> **TASK BRIEF**: Copy out each line below that has the word "without" in it.

> **THE DATA**:
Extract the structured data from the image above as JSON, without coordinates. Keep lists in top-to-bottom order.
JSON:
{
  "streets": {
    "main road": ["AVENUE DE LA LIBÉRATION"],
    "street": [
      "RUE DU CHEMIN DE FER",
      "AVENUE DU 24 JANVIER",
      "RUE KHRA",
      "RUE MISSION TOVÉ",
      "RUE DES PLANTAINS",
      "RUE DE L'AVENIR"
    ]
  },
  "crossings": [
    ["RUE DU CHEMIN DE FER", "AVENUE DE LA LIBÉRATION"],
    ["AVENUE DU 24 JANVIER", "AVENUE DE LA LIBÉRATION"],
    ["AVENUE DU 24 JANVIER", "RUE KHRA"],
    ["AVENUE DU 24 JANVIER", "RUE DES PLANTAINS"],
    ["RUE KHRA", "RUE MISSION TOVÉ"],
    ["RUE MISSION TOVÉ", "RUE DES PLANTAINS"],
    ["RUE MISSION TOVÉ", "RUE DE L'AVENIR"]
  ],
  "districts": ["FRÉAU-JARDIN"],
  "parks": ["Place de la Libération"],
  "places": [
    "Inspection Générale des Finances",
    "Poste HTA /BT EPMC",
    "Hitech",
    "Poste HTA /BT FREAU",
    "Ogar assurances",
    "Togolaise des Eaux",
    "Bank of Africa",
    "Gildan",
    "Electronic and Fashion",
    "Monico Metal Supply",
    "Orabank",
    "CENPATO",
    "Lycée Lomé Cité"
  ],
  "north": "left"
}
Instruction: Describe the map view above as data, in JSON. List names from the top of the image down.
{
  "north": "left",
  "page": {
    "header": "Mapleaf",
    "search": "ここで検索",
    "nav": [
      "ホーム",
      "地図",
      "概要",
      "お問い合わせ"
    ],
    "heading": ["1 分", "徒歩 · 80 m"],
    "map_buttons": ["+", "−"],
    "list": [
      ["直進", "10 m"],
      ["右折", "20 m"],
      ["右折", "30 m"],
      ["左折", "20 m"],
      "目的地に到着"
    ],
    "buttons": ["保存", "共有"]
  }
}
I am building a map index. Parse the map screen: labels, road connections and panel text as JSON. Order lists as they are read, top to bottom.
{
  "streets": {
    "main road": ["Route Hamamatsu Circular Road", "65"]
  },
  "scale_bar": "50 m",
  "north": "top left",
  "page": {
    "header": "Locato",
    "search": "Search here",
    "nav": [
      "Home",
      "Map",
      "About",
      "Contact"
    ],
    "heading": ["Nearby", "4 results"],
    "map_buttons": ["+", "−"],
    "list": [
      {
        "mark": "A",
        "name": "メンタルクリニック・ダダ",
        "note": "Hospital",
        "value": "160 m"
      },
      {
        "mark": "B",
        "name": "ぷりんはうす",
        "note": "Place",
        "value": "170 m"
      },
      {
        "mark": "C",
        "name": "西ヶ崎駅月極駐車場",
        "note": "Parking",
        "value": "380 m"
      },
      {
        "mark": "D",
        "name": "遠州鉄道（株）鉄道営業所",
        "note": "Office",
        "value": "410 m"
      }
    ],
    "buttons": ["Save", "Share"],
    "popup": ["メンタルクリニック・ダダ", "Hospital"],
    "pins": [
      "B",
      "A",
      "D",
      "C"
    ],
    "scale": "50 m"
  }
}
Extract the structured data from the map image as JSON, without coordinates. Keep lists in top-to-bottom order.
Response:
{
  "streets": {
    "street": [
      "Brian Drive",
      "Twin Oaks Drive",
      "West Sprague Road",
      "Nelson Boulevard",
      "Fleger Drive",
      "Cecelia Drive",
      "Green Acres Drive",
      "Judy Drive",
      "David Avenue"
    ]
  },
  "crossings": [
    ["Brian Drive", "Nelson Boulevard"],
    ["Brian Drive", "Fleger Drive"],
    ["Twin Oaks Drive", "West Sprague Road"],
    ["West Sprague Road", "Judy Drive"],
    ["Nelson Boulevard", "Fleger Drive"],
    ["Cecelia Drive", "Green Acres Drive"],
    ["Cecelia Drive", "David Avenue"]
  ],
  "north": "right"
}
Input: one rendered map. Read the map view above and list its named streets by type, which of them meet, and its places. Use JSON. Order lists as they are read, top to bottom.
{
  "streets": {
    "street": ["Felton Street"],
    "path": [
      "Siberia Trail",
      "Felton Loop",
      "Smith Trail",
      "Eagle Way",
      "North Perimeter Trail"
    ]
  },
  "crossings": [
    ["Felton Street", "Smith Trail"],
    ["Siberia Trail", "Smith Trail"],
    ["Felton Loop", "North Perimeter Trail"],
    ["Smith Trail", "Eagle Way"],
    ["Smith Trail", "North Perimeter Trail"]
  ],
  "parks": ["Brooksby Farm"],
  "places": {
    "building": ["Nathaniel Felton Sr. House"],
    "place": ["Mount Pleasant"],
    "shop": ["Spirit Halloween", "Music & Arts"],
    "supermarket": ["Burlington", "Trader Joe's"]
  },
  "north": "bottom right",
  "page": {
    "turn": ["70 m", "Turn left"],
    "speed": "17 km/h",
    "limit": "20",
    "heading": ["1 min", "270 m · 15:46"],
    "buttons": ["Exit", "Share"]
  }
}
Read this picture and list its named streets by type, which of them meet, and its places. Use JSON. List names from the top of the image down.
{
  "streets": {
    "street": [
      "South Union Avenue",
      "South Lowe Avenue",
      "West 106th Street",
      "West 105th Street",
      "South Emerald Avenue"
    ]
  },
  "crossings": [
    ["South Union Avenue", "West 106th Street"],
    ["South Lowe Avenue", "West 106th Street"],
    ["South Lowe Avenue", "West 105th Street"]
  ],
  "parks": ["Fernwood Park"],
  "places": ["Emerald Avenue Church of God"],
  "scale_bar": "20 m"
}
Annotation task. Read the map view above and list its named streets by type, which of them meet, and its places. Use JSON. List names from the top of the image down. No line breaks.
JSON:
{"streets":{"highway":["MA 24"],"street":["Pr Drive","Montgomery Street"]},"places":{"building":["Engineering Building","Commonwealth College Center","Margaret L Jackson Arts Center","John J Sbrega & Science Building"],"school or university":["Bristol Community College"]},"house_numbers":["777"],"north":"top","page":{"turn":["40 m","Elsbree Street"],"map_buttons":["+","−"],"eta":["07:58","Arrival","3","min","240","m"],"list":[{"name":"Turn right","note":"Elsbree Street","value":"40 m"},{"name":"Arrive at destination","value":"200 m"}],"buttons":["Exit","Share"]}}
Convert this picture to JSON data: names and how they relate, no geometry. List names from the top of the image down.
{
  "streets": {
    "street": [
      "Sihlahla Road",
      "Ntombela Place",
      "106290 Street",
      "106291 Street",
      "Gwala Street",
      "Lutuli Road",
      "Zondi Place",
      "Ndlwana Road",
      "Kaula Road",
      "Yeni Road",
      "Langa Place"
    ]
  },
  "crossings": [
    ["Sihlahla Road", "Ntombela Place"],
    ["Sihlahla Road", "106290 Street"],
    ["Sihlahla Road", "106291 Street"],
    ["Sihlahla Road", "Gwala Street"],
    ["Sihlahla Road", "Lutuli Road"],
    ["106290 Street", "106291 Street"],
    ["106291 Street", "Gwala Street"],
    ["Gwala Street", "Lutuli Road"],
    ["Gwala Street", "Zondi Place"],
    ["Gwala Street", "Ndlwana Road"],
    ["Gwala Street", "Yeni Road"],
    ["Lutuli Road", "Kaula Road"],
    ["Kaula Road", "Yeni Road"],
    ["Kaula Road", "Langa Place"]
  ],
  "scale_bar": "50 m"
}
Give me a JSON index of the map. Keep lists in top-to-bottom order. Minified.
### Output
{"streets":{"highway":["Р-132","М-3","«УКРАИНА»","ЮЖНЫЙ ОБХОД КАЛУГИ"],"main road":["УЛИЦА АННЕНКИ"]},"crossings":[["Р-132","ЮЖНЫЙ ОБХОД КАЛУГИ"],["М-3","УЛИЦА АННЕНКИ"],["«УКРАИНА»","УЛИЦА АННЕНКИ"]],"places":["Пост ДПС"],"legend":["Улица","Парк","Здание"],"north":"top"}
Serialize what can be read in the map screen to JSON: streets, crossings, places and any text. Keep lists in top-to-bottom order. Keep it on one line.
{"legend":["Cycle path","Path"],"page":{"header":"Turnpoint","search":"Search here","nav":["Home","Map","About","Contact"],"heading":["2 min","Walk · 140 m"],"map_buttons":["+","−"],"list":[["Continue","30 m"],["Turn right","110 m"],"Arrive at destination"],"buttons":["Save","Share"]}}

> **TASK RESULT**:
Extract the structured data from the image above as JSON, without coordinates. Keep lists in top-to-bottom order.
Extract the structured data from the map image as JSON, without coordinates. Keep lists in top-to-bottom order.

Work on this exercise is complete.